Wir widersprechen und wir wollen Widerspruch provozieren. Wir brauchen eine kritische Auseinandersetzung mit Aktionen der Friedensbewegung, ihren Schwächen, ihren Forderungen und Trägern, Trägerinnen. Wir wenden uns ganz entschieden gegen denunziatorische Züge, mit der diese Auseinandersetzung auch in linken Kreisen geführt wird, denn Denunziation zehrt (potenzielle) Bewegungen von innen auf. Reden wir also miteinander.

So beginnt der Artikel von Wolfgang Gehrcke und Christiane Reymann. Sie setzen sich mit dem „zweifachen Beschuss“ auseinander, unter dem die Friedensbewegung steht, dem der Mainstreammedien und von links.

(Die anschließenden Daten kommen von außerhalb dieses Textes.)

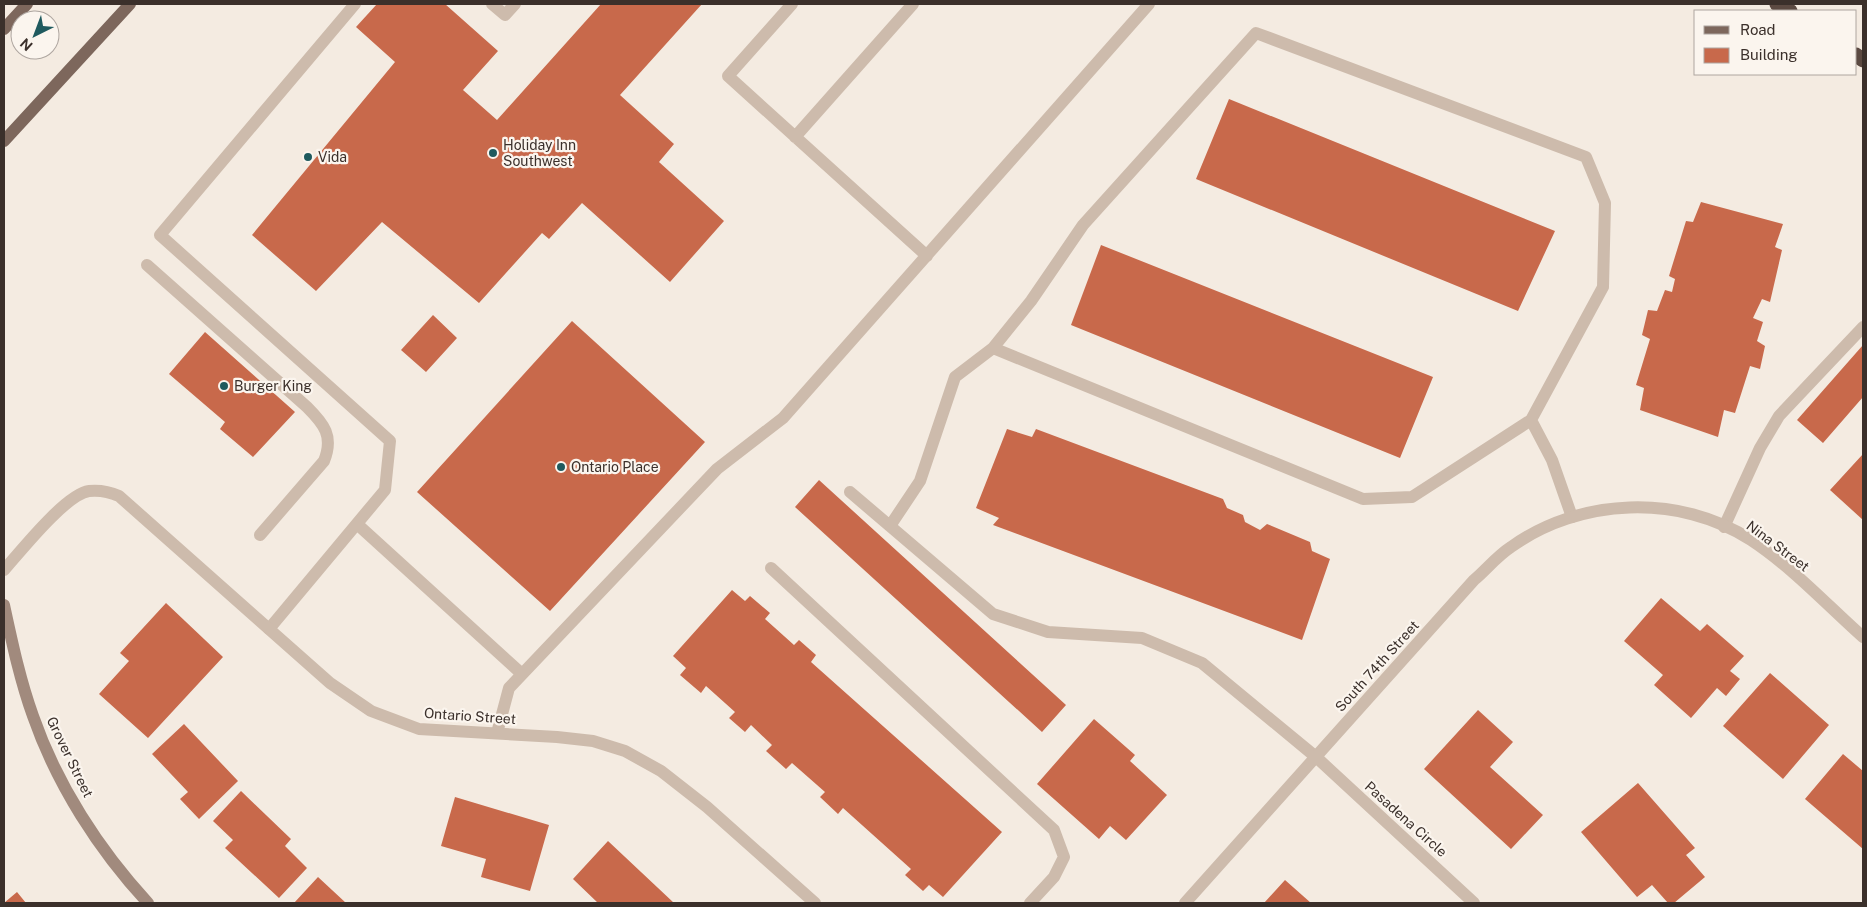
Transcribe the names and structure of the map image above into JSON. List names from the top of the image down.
{
  "streets": {
    "street": [
      "Nina Street",
      "South 74th Street",
      "Ontario Street",
      "Grover Street",
      "Pasadena Circle"
    ]
  },
  "crossings": [
    ["Nina Street", "South 74th Street"],
    ["South 74th Street", "Pasadena Circle"]
  ],
  "places": [
    "Holiday Inn Southwest",
    "Vida",
    "Burger King",
    "Ontario Place"
  ],
  "legend": ["Road", "Building"],
  "north": "bottom left"
}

Besonders attackiert werden Ken Jebsen und Lars Mährholz, die, aus dem Montagsmahnwachen kommend, den Aufruf zum Friedenswinter unterschrieben haben. Sie werden aber nicht nur von Linken in die rechte Ecke gestellt, sondern auch von Rechten in die linke. So schreibt Jürgen Elsässer, früher Redakteur der Zeitungen ND, junge welt, Mitgründer der jungle world, jetzt erfolgreich als Herausgeber und Chefredakteur des rechten Blatts Compact, am 17. September 2014: „Die großen Berliner Montagsdemonstrationen wurden von Linksglobalisten wie Pedram Shahyar und Ken Jebsen übernommen und von jedem, der die nationale Souveränität Deutschlands verteidigen will, gesäubert.“

Ken Jebsen, Pedram Shahyar, Lea Frings und andere hatten am 24. Mai 2014 in einem offenen Brief an die Montagsmahnwachen geschrieben: „Unser humanistischer Grundkonsens geht von der Überzeugung aus, dass die Menschen grundsätzlich fähig sind, gemeinsam zu einer solidarischen Art des Wirtschaftens, Austausches und Zusammenlebens zu finden. Die freie Entfaltung des Einzelnen ist dabei die Voraussetzung für die freie Entfaltung aller.“ Der letzte Satz stammt fast wörtlich aus dem Kommunistischen Manifest und findet sich in allen Parteiprogrammen der PDS und der LINKEN. Jebsen, Shahyar, Frings unterstrichen weiter: „Organisierte Neonazis, braune Kameradschaften und faschistoide Praktiken haben auf unseren Mahnwachen nichts verloren. Darin sind wir uns sicher einig.“

Es war Henryk M. Broder, der im Jahr 2011 eine Kampagne gegen Ken Jebsen wegen angeblichen Antisemitismus losgetreten hatte. Im Ergebnis führte sie zu seinem Rausschmiss aus dem RBB, aber nicht wegen Antisemitismus, sondern weil seine Arbeit „nicht den journalistischen Standards“ entspreche. In derselben Presseerklärung vom 24.11.2011 heißt es ausdrücklich: „Der Sender hat Herrn Jebsen gegen den Vorwurf verteidigt, er sei Antisemit und Holocaust-Leugner“.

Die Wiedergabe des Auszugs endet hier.